| Exercise goal |
Wherever a line in the data holds the word "Паліклініка", pull that line out.

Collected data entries

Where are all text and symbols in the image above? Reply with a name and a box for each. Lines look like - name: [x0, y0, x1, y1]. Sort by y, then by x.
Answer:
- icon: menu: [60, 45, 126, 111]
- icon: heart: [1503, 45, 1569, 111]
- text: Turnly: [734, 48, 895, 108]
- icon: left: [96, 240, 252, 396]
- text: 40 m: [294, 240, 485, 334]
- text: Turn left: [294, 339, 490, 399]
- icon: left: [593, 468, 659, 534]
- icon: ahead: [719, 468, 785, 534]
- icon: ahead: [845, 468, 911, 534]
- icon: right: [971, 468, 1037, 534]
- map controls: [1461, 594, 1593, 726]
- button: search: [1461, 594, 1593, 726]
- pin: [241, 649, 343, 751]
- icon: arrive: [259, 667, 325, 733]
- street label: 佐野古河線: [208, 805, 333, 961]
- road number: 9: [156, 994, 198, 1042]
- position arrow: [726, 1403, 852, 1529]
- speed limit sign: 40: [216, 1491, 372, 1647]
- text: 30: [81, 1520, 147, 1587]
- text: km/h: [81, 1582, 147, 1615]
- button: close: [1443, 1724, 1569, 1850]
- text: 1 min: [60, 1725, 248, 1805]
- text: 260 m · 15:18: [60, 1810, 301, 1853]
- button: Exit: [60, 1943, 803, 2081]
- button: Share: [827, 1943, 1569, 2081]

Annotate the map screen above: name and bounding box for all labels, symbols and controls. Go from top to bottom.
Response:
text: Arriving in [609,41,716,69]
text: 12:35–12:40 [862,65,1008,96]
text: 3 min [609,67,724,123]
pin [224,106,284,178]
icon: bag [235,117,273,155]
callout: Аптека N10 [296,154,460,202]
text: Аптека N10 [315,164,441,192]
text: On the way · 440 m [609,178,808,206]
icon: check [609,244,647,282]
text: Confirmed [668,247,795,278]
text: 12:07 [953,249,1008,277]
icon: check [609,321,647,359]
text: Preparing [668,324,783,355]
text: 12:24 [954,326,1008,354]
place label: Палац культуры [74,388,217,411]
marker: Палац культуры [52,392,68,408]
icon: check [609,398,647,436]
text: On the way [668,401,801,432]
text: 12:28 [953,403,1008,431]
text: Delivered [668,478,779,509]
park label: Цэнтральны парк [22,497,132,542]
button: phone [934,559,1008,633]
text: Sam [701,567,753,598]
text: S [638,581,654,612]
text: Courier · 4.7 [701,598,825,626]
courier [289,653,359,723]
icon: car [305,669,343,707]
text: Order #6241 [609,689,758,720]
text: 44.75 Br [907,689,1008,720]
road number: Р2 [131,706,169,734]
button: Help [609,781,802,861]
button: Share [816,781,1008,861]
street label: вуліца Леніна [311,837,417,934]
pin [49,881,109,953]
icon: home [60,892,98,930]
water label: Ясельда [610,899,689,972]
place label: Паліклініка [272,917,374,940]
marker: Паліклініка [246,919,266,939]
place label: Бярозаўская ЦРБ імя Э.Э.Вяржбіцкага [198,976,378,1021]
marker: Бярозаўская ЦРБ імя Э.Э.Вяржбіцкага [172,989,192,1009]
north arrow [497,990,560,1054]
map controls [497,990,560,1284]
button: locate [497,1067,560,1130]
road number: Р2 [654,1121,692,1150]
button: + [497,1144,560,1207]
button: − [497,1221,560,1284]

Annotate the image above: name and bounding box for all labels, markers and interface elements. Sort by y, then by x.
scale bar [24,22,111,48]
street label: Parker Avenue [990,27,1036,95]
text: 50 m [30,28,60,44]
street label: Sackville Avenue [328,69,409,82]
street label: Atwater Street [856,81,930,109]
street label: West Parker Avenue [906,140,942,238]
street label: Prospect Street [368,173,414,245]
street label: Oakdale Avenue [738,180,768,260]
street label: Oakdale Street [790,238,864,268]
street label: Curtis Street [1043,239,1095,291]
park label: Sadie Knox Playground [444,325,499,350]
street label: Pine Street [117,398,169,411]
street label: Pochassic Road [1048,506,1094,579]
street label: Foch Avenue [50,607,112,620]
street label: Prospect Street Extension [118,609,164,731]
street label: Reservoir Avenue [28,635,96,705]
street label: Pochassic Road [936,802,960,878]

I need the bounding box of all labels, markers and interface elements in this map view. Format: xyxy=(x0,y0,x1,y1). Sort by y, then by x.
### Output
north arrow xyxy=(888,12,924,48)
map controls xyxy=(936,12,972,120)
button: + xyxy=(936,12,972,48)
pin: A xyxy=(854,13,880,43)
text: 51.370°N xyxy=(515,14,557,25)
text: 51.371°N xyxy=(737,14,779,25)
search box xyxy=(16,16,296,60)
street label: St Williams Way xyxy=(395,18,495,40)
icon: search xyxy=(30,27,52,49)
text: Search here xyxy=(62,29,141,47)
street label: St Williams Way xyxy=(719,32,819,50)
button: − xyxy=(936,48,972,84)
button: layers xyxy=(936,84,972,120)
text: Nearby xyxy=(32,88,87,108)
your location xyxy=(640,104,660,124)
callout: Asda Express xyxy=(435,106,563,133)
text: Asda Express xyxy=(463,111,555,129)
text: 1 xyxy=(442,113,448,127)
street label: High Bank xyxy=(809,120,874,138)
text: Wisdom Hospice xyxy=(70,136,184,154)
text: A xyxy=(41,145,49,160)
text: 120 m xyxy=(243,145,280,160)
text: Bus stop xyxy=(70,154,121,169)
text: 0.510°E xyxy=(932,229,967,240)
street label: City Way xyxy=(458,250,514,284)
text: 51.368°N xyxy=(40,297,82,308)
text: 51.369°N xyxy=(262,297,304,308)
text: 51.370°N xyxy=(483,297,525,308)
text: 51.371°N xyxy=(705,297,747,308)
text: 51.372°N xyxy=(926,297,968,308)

| Response for this exercise |
place label: Паліклініка [272,917,374,940]
marker: Паліклініка [246,919,266,939]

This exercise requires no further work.